EXTRACTED RECORDS ▸
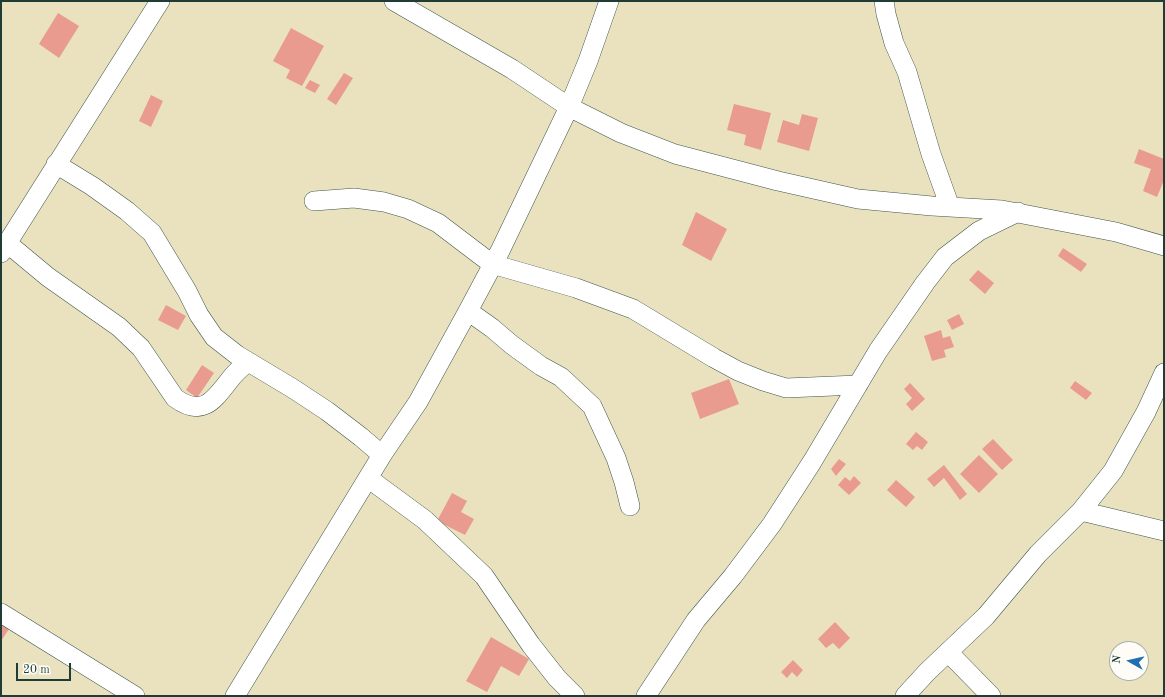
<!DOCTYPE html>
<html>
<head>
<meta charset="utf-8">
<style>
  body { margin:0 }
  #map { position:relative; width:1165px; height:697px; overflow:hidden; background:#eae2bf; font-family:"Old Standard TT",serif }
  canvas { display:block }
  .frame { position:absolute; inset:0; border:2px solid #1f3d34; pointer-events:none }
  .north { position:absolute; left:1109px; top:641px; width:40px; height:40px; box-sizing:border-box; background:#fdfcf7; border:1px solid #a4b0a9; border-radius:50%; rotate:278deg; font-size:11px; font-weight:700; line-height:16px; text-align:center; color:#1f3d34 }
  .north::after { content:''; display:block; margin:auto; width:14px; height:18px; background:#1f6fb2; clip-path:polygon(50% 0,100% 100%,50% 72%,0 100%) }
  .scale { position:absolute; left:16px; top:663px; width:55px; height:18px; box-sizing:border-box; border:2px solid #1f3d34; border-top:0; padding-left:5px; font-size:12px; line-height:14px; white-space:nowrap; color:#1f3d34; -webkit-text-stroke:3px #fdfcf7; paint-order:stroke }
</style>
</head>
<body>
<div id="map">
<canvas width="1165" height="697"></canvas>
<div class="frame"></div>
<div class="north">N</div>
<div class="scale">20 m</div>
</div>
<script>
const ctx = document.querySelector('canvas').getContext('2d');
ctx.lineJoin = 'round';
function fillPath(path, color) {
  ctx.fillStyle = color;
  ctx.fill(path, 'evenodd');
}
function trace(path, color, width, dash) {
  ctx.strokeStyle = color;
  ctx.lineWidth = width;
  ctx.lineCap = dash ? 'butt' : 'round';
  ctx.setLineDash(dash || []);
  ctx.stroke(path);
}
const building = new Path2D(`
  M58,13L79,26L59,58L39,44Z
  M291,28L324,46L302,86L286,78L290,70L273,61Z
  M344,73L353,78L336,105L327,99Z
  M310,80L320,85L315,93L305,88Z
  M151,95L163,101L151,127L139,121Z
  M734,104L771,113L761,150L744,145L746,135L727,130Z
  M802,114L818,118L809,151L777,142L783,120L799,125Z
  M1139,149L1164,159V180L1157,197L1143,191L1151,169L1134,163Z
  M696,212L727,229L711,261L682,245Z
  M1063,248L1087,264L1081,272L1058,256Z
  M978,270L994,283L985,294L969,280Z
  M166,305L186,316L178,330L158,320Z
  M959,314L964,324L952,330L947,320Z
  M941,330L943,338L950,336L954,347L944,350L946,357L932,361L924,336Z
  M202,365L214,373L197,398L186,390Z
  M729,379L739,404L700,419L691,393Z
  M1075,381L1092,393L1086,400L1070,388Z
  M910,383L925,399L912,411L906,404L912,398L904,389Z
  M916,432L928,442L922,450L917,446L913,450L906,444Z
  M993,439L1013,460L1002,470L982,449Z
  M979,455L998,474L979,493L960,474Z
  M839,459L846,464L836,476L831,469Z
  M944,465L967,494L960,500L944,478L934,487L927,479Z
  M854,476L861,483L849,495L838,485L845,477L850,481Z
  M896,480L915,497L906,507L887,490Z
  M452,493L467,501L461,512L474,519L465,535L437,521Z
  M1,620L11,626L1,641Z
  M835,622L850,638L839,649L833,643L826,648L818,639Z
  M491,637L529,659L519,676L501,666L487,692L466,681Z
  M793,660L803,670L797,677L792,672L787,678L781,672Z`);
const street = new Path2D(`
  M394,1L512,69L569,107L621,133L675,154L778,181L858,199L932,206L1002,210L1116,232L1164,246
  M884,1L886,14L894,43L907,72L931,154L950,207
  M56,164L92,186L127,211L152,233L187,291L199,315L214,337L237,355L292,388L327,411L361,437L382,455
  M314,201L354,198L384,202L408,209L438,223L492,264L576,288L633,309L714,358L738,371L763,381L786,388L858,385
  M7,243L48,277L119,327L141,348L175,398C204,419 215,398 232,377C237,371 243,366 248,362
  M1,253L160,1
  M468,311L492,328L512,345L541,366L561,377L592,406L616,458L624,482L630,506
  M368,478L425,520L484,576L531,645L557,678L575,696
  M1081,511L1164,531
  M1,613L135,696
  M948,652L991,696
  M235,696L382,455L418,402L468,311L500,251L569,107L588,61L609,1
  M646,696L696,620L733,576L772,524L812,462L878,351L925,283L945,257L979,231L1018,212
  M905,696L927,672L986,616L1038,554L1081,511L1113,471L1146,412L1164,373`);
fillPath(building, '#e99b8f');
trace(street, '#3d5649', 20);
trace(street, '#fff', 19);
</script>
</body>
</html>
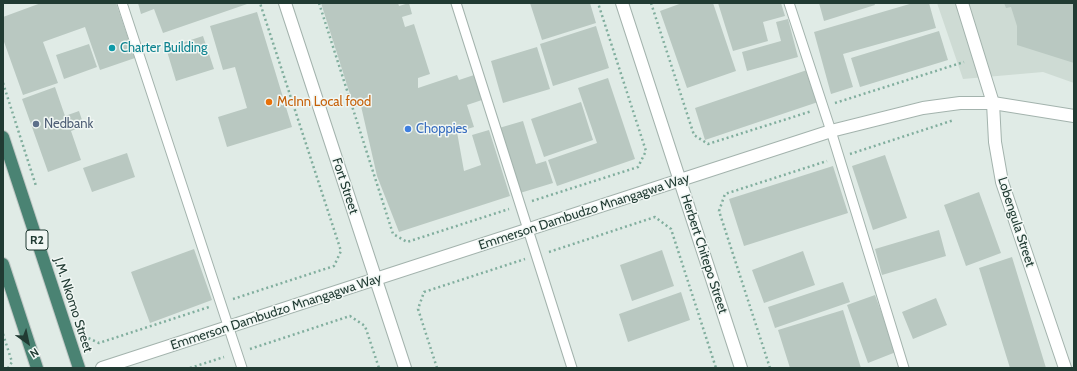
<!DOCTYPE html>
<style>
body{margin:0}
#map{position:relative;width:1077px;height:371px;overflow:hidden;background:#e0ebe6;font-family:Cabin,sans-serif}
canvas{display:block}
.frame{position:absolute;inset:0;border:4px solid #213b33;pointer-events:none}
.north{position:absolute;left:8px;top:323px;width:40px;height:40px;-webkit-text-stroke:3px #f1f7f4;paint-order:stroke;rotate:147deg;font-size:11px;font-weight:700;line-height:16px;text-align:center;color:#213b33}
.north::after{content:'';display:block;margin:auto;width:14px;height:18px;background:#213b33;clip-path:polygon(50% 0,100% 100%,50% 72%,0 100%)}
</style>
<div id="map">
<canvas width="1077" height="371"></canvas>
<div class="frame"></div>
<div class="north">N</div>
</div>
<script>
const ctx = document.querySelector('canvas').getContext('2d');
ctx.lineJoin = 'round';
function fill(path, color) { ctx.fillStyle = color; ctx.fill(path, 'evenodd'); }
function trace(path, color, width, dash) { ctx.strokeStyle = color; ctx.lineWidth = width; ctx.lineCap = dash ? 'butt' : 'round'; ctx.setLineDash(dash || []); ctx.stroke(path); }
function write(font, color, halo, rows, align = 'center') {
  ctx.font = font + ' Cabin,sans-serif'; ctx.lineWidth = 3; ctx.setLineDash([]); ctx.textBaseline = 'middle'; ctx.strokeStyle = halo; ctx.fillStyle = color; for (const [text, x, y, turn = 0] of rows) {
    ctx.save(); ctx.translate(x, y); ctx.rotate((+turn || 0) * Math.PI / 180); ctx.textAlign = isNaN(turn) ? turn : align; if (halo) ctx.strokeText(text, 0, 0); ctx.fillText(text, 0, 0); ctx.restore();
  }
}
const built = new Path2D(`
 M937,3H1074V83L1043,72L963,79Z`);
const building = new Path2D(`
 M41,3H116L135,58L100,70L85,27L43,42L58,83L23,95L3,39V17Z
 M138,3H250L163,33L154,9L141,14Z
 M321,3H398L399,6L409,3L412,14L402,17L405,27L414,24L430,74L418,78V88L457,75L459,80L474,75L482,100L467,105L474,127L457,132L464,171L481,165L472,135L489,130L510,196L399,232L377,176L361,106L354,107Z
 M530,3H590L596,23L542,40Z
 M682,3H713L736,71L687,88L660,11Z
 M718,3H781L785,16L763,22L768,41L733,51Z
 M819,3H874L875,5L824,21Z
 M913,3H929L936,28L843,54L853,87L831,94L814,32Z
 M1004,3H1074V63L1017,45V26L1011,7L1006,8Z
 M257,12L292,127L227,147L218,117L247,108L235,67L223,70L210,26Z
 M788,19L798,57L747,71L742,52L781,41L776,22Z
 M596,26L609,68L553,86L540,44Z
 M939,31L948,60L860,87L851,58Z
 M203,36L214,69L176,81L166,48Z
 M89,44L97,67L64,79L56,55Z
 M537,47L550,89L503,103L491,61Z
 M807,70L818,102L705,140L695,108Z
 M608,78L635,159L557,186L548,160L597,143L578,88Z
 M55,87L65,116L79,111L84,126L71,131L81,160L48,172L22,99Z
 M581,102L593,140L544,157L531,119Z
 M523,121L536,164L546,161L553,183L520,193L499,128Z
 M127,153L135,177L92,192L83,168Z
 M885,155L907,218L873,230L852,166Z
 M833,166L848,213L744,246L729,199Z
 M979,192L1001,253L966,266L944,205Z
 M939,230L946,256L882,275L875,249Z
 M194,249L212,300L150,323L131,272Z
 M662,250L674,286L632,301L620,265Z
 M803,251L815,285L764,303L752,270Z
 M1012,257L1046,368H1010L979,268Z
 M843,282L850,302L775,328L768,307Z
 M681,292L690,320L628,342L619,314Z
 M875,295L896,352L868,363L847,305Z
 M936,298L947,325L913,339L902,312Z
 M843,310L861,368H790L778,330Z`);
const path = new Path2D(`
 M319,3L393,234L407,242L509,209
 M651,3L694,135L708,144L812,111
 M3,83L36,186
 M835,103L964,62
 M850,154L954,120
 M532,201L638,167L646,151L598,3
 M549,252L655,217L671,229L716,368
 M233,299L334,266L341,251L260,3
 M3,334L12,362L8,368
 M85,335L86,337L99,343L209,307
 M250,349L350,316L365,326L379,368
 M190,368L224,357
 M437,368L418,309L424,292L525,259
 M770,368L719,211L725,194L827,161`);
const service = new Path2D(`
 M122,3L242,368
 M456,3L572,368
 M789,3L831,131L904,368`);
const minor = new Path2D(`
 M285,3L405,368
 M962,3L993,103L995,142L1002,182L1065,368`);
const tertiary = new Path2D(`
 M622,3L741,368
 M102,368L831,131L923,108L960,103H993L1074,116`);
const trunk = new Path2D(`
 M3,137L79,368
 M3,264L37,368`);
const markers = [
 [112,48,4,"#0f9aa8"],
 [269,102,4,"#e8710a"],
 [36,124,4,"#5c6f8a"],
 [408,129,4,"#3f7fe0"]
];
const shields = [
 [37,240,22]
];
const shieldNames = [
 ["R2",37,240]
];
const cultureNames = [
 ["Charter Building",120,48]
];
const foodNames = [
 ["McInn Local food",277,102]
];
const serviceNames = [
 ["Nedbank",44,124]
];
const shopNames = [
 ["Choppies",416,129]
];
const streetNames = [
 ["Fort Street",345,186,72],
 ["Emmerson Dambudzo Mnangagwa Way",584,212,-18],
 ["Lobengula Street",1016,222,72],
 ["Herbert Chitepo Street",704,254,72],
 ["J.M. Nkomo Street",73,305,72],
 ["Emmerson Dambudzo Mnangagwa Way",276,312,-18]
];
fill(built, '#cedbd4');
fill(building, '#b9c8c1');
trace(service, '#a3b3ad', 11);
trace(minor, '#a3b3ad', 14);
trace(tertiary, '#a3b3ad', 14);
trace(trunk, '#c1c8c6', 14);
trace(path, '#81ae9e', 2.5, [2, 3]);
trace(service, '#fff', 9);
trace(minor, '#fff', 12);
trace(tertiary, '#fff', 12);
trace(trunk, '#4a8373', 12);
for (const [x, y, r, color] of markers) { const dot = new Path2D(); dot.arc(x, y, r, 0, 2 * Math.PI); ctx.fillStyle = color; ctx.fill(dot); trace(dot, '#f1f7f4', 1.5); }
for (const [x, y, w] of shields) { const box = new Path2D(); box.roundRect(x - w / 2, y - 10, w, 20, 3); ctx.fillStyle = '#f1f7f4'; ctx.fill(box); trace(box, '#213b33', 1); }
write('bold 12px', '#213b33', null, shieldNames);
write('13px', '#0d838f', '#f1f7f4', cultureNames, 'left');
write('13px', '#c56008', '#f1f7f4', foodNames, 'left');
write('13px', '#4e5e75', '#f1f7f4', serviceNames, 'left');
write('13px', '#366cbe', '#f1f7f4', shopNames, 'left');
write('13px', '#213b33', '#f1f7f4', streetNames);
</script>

PROBLEM DETAILS ▸
Going through the records, work out how many lines contain the word "lineWidth". Please answer with the number only.

ANSWER TO THE PROBLEM ▸
3